Summarizes AWS and GCP billing data into an email report. Originally written by Erich Weiler.
This repository was previously named ucsc-cgp/aws-billing-report. It was renamed to ucsc-cgp/cloud-billing-report.
Billing data is provided by AWS and GCP via:
-
the AWS Cost and Usage Report feature, and
-
the Cloud Billing feature for GCP.
AWS Cost and Usage Reports are delivered by Amazon to a specified S3 bucket in Parquet format. A BigQuery Data Transfer job runs daily, automatically importing the AWS billing data to a BigQuery table where it is queried for report generation.

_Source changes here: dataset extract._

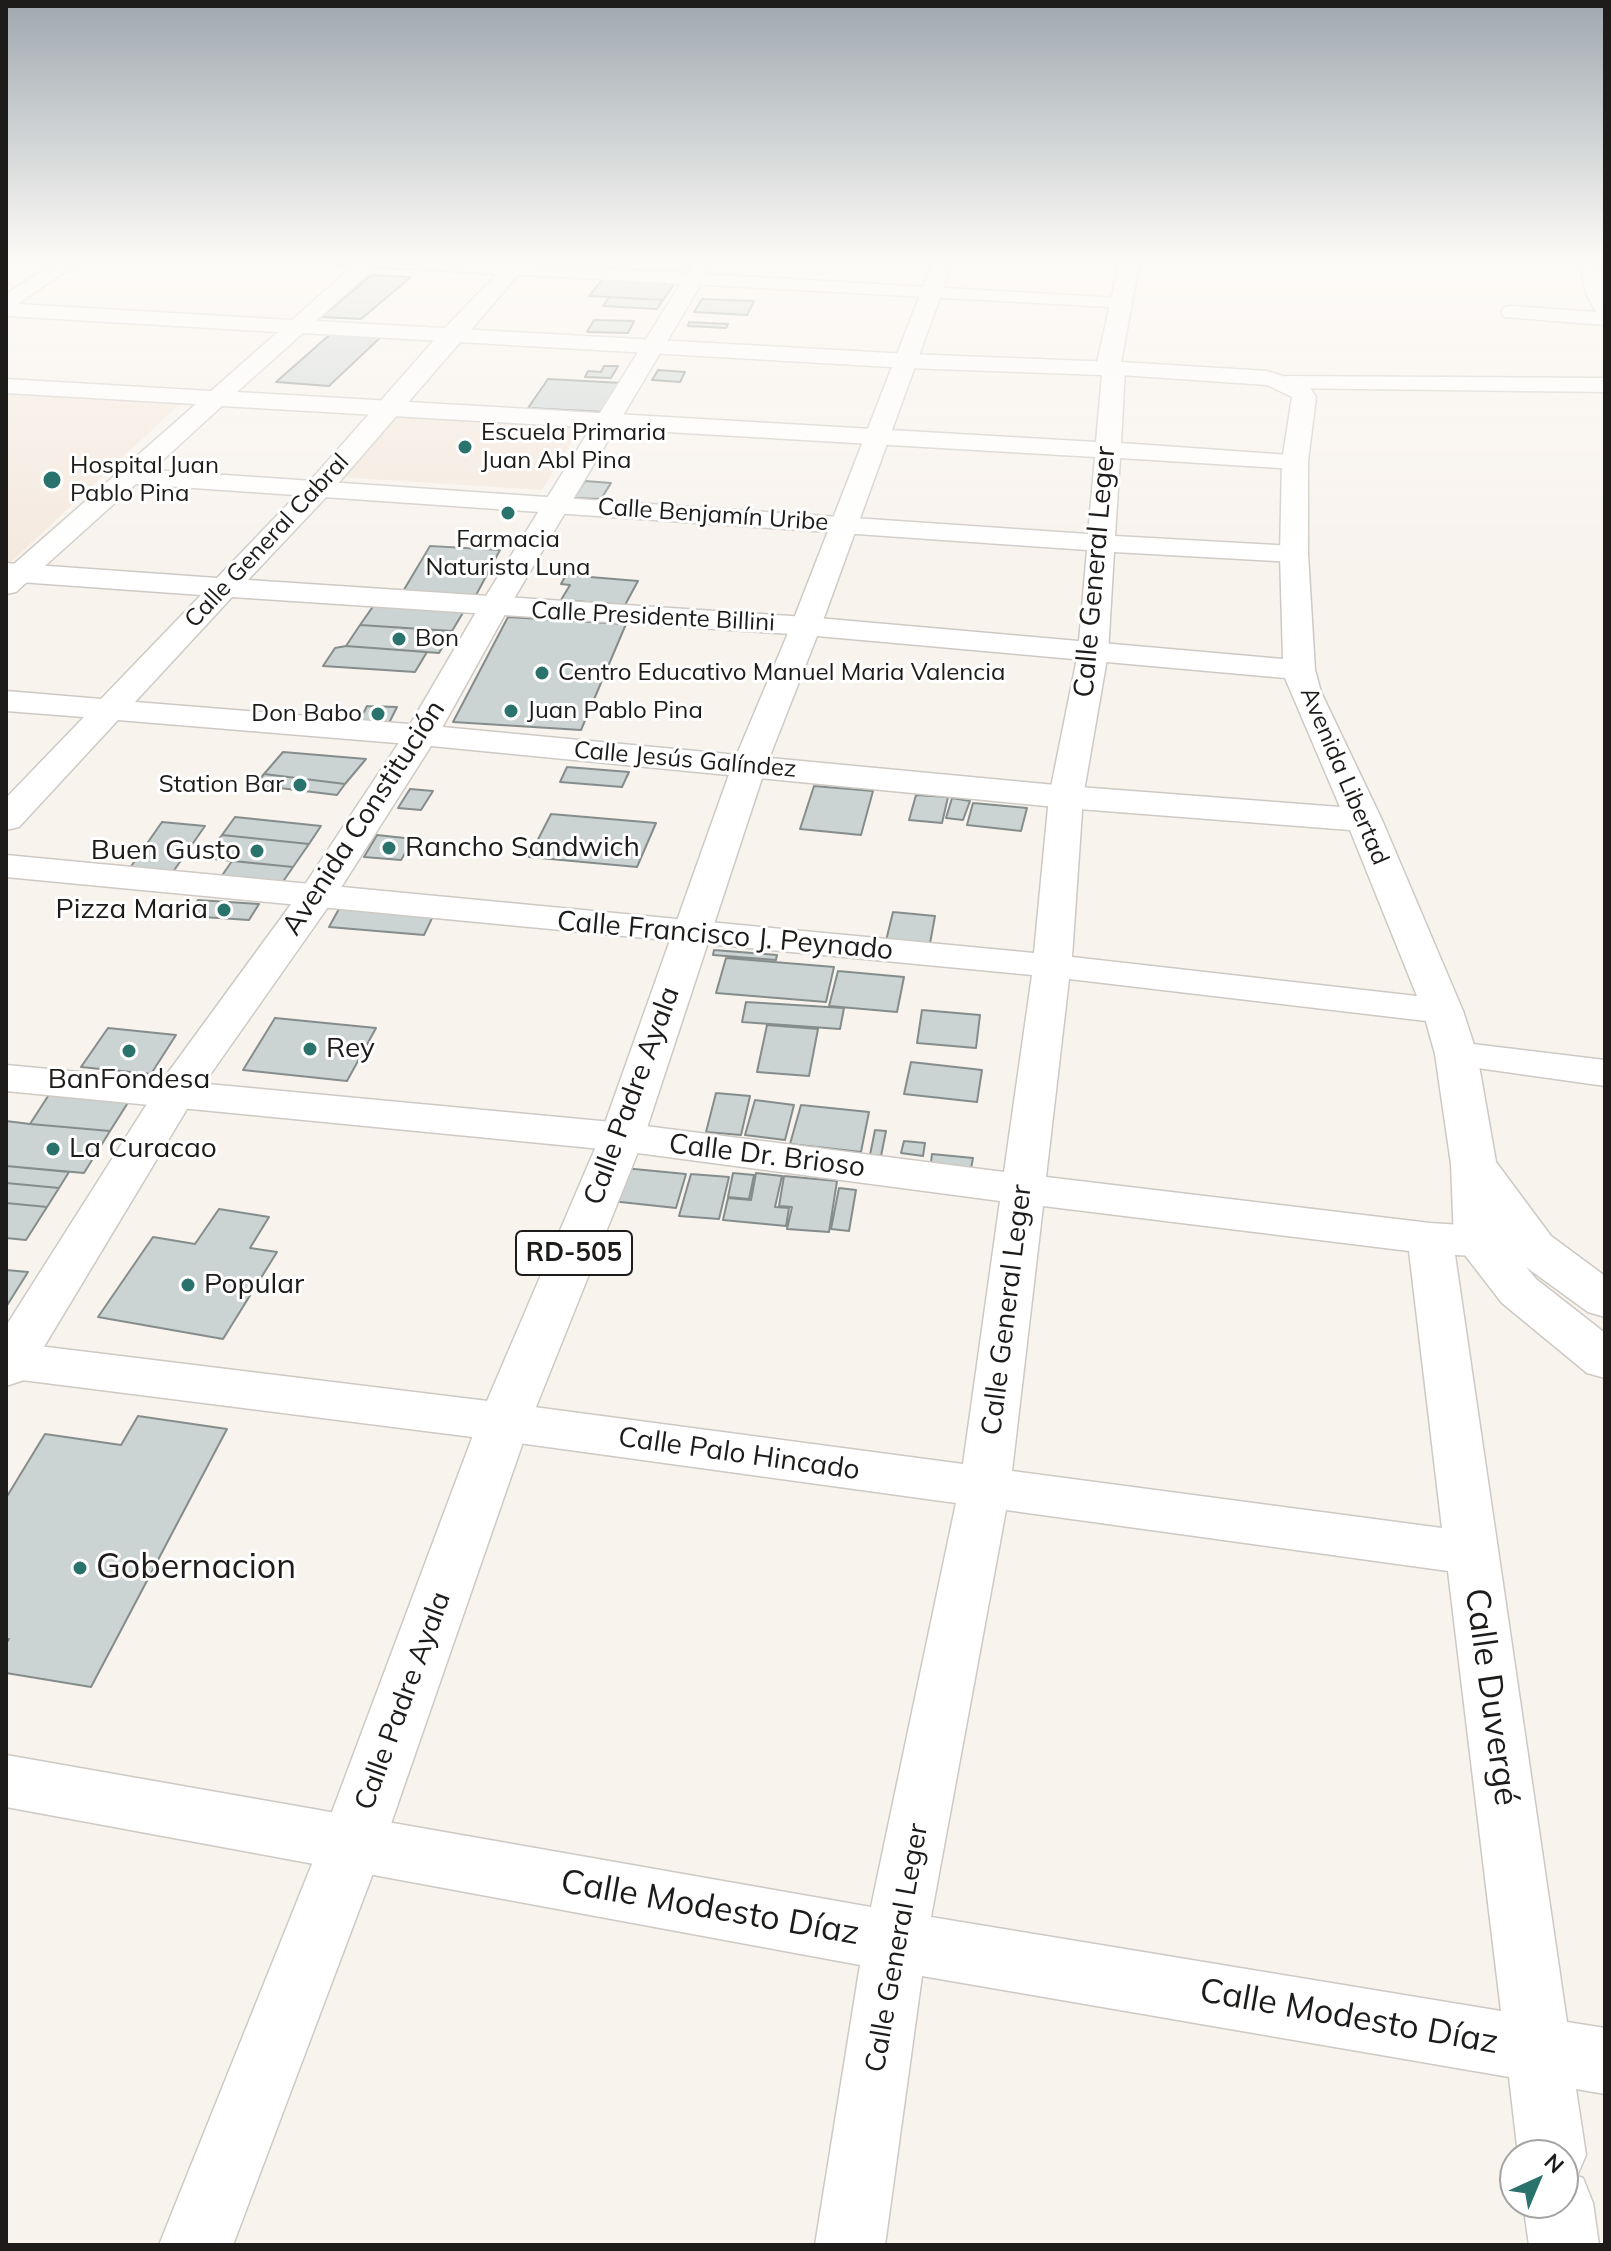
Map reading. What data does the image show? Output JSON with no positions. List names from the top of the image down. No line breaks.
{"streets":{"main road":["Calle General Cabral","Calle Presidente Billini","Calle Jesús Galíndez","Avenida Libertad","Avenida Constitución","Calle Padre Ayala","RD-505"],"street":["Calle Benjamín Uribe","Calle General Leger","Calle Francisco J. Peynado","Calle Dr. Brioso","Calle Palo Hincado","Calle Duvergé","Calle Modesto Díaz"]},"crossings":[["Calle Benjamín Uribe","Calle General Cabral"],["Calle Benjamín Uribe","Calle General Leger"],["Calle Benjamín Uribe","Avenida Libertad"],["Calle Benjamín Uribe","Avenida Constitución"],["Calle Benjamín Uribe","Calle Padre Ayala"],["Calle General Cabral","Calle Presidente Billini"],["Calle General Cabral","Calle Jesús Galíndez"],["Calle General Leger","Calle Presidente Billini"],["Calle General Leger","Calle Jesús Galíndez"],["Calle General Leger","Calle Francisco J. Peynado"],["Calle General Leger","Calle Dr. Brioso"],["Calle General Leger","Calle Palo Hincado"],["Calle General Leger","Calle Modesto Díaz"],["Calle Presidente Billini","Avenida Libertad"],["Calle Presidente Billini","Avenida Constitución"],["Calle Presidente Billini","Calle Padre Ayala"],["Calle Jesús Galíndez","Avenida Libertad"],["Calle Jesús Galíndez","Avenida Constitución"],["Calle Jesús Galíndez","Calle Padre Ayala"],["Avenida Libertad","Calle Francisco J. Peynado"],["Avenida Libertad","Calle Dr. Brioso"],["Avenida Libertad","Calle Duvergé"],["Avenida Constitución","Calle Francisco J. Peynado"],["Avenida Constitución","Calle Dr. Brioso"],["Avenida Constitución","Calle Palo Hincado"],["Calle Francisco J. Peynado","Calle Padre Ayala"],["Calle Padre Ayala","Calle Dr. Brioso"],["Calle Padre Ayala","Calle Palo Hincado"],["Calle Padre Ayala","Calle Modesto Díaz"],["Calle Dr. Brioso","Calle Duvergé"],["Calle Palo Hincado","Calle Duvergé"],["Calle Duvergé","Calle Modesto Díaz"]],"places":["Escuela Primaria Juan Abl Pina","Hospital Juan Pablo Pina","Farmacia Naturista Luna","Bon","Centro Educativo Manuel Maria Valencia","Juan Pablo Pina","Don Babo","Station Bar","Rancho Sandwich","Buen Gusto","Pizza Maria","Rey","BanFondesa","La Curacao","Popular","Gobernacion"],"north":"top right"}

As such, report generation requires GCP resources even if GCP reports are not being generated.
Google automatically loads billing data into a specified BigQuery dataset. (This must be set up manually.)
At time of writing, many of these resources have been deployed manually by Erich. Some resources are managed with Terraform. In the former case, "example" Terraform configuration is included. All such configuration lives in [terraform/][terraform/].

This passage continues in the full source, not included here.